Calculator
Fields marked * are required.Formula used
The calculator uses Weight = Volume × Density, then multiplies by quantity and applies allowance.
- Round: Area = π × (D/2)²
- Square: Area = S²
- Rectangle: Area = W × H
- Hexagon (regular): Area = (3√3/2) × a²
- Octagon (regular): Area = 2(1+√2) × a²
All inputs are converted to meters before computing volume, so densities in kg/m3 remain consistent.
How to use this calculator
- Select the billet shape that matches your stock.
- Pick a material or enter a custom density.
- Choose units, then enter dimensions and length.
- Add quantity and an allowance percentage if needed.
- Optionally enter unit price to estimate cost.
- Press Calculate to view results above the form.
- Use the export buttons to download CSV or PDF.
Example data table
| Shape | Dimensions | Length | Material | Density (kg/m3) | Qty | Allowance | Approx. gross (kg) |
|---|---|---|---|---|---|---|---|
| Round | D=150 mm | 1.2 m | Steel | 7850 | 4 | 2% | ~ 665 |
| Square | S=100 mm | 2.0 m | Aluminum | 2700 | 10 | 1% | ~ 546 |
| Rectangle | W=120 mm, H=80 mm | 1.5 m | Brass | 8500 | 3 | 3% | ~ 378 |
| Hexagon | a=60 mm | 1.0 m | Copper | 8960 | 2 | 0% | ~ 56 |
| Octagon | a=50 mm | 1.8 m | Stainless | 8000 | 6 | 2% | ~ 407 |
Numbers are illustrative for demonstration and may differ from mill tolerances and alloy grades.
Why billet weight matters on site
Billet weight drives safe lifting, transport selection, and storage planning. Knowing gross mass helps you choose cranes, forklifts, and slings with adequate capacity and safety margins. It also supports trailer load distribution and slab bearing checks. Estimating early reduces rework from undersized equipment and prevents delays during offloading and staging. For multi-lift operations, consistent weights support sequencing, radius limits, and ground-pressure planning.
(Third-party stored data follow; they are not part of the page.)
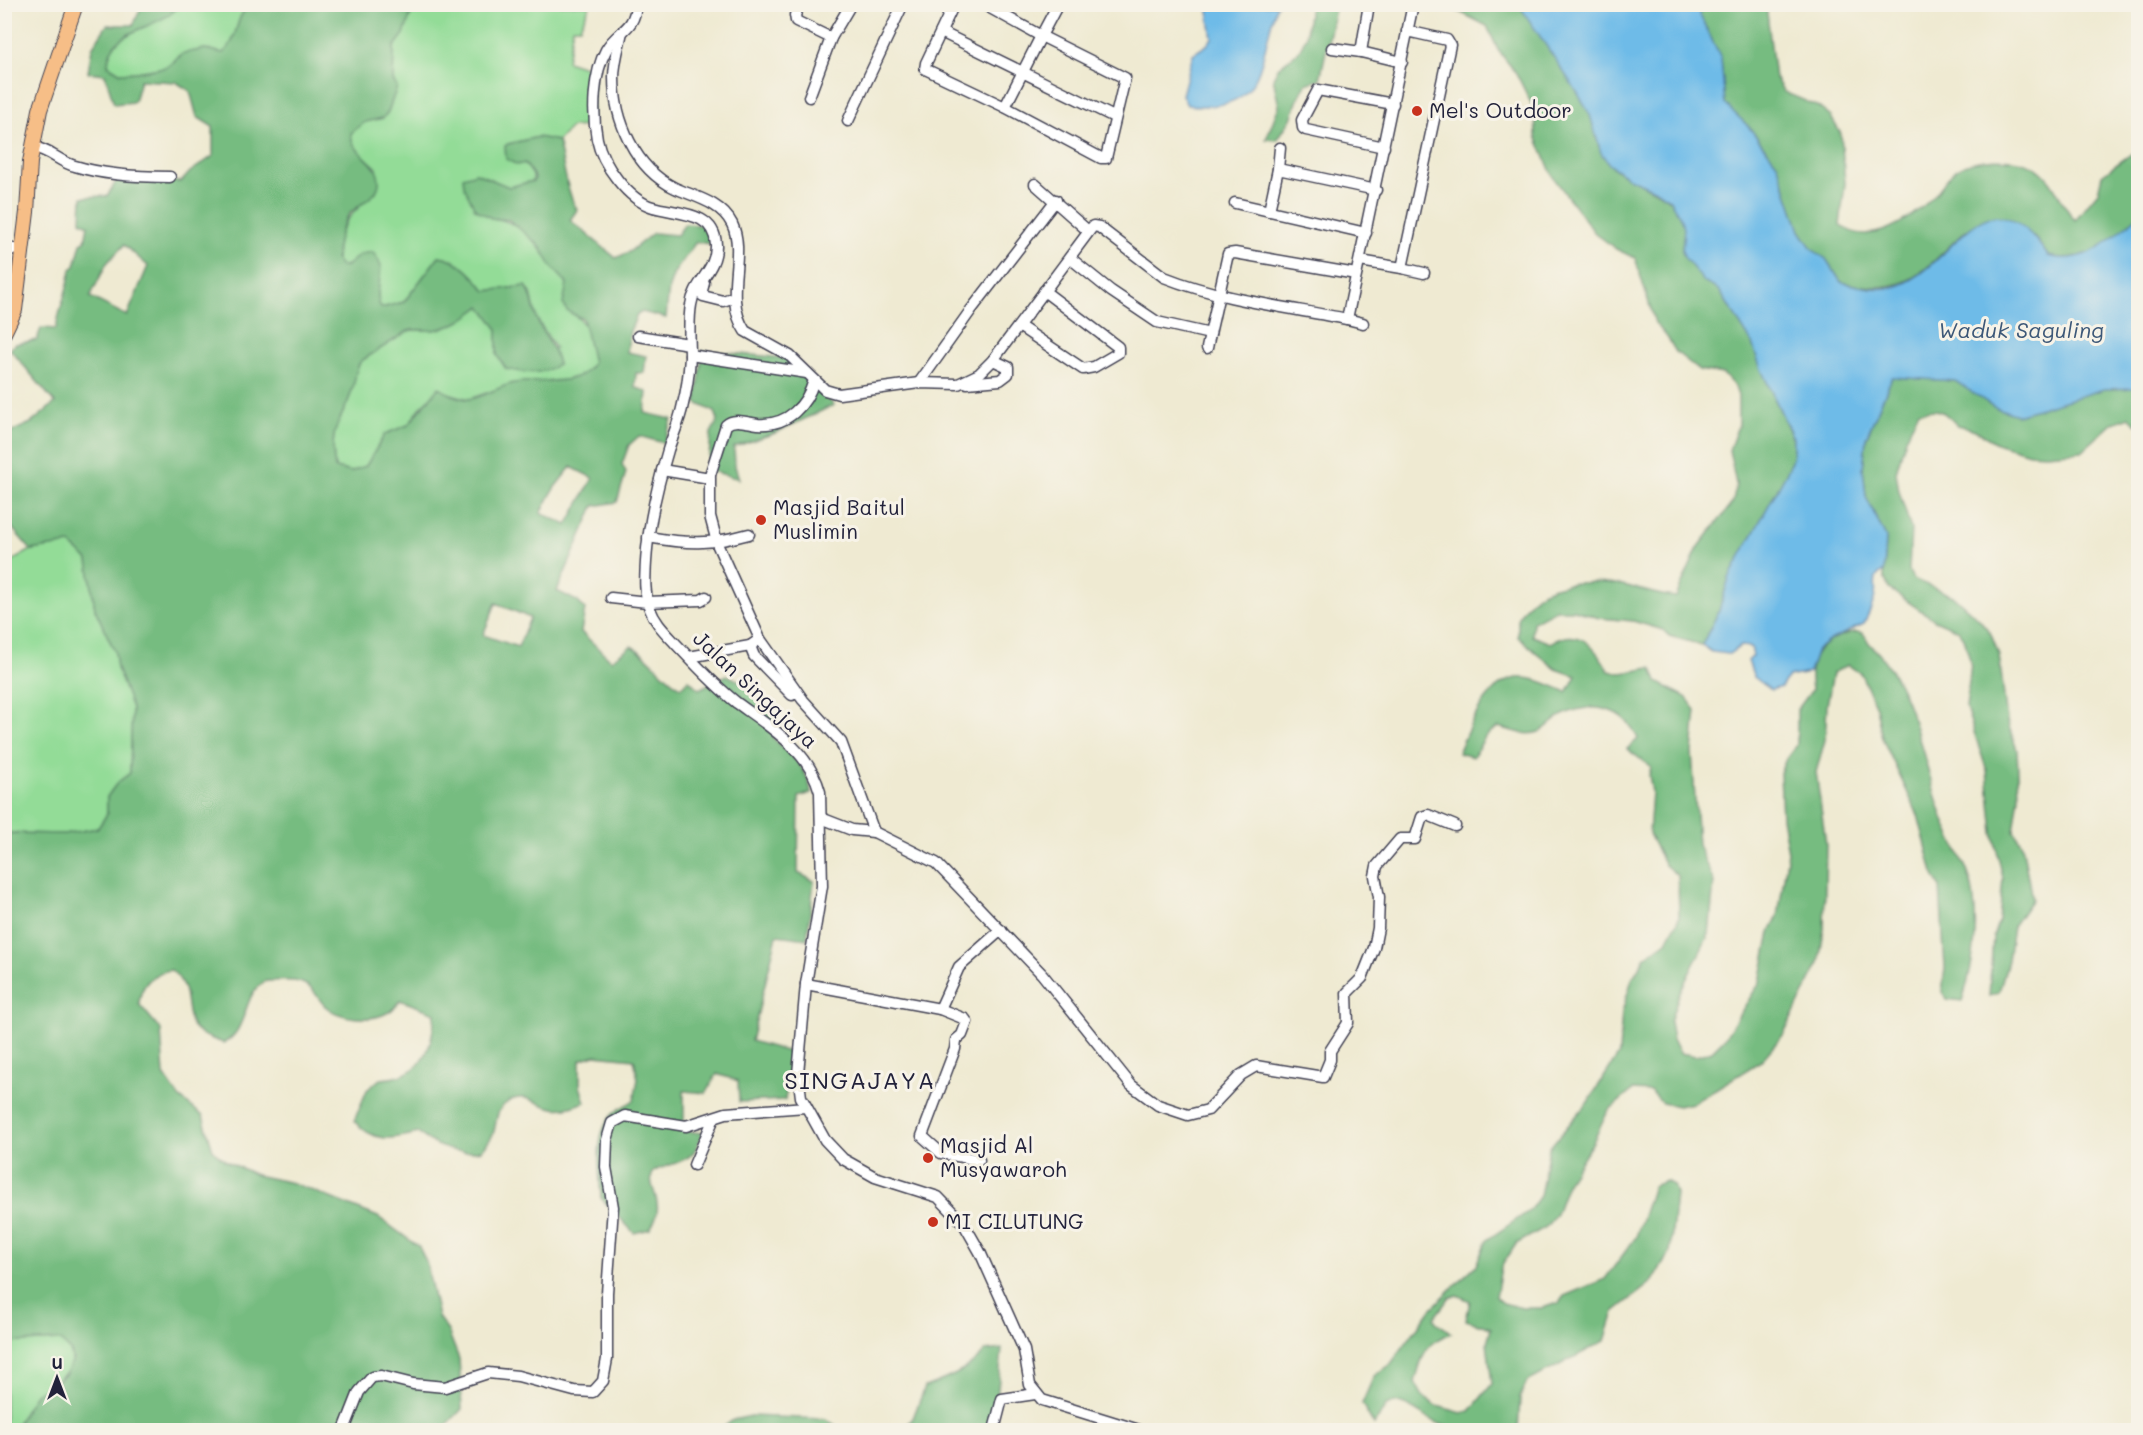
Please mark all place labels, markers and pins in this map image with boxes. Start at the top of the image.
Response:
place label: Mel's Outdoor [1429,96,1572,123]
marker: Mel's Outdoor [1410,104,1424,118]
place label: Masjid Baitul Muslimin [773,493,905,544]
marker: Masjid Baitul Muslimin [754,513,768,527]
place label: Masjid Al Musyawaroh [940,1131,1067,1182]
marker: Masjid Al Musyawaroh [921,1151,935,1165]
place label: MI CILUTUNG [945,1207,1084,1234]
marker: MI CILUTUNG [926,1215,940,1229]

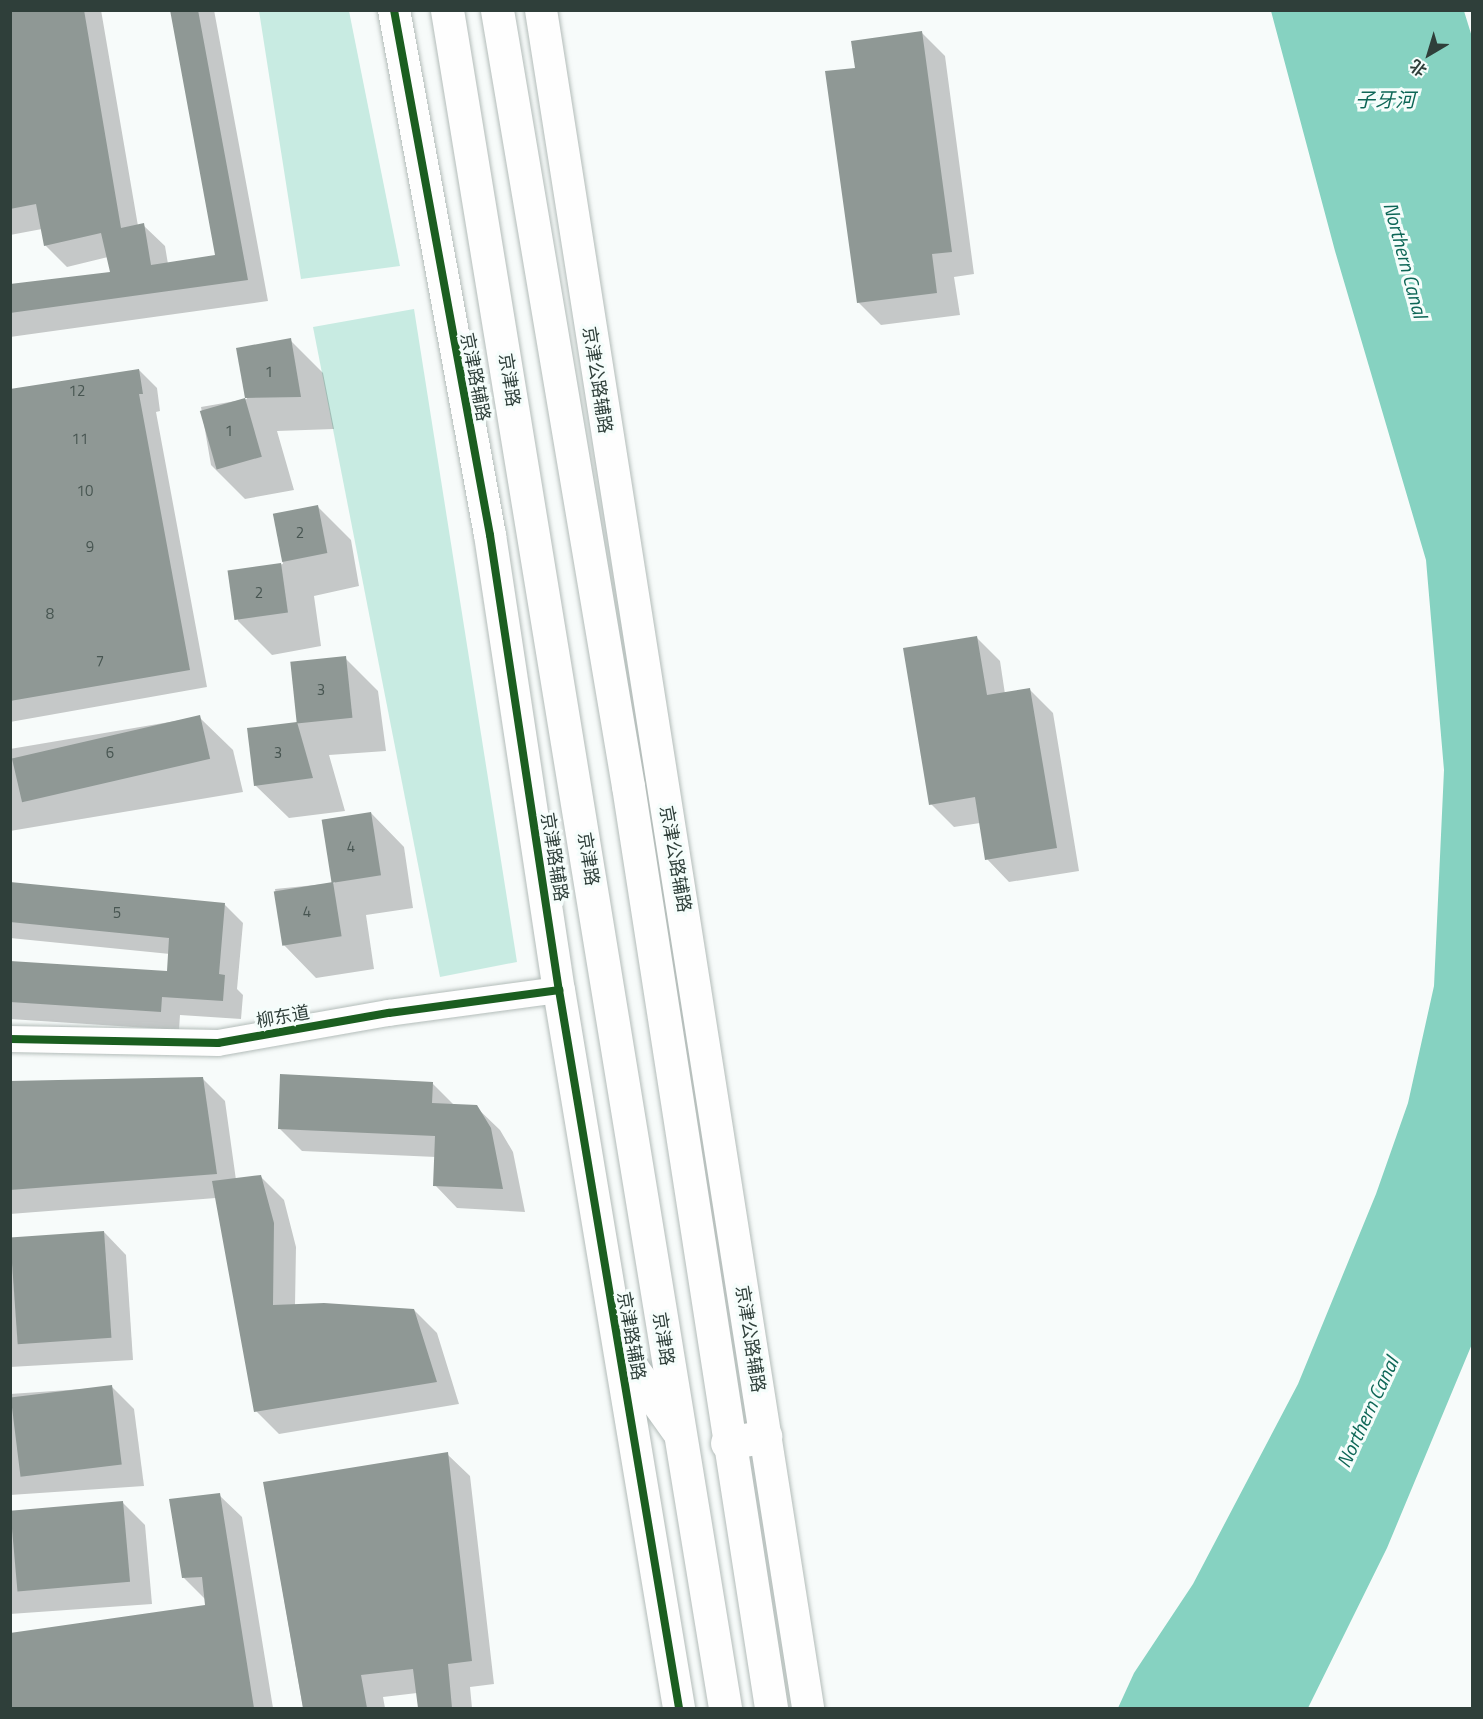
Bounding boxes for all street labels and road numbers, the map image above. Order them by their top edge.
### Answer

Density choices and alloy variability
The calculator uses typical density values for common metals, but real billets vary by alloy family. Stainless grades are often slightly heavier than carbon steel, while aluminum alloys shift modestly by composition. For tighter estimates, use a mill certificate value or project specification and enter it as a custom density to align procurement and site controls. Record the density source and revision so later checks trace assumptions quickly during audits.
Cross‑section geometry and measurement discipline
Accuracy begins with cross‑section area. Round billets rely on diameter, while square and rectangular profiles depend on side, width, and height. Regular hexagon and octagon options support specialty stock used in machining. Measure at representative locations, note nominal tolerances, and keep units consistent. The form converts inputs to meters before computing volume, so mixed units remain comparable.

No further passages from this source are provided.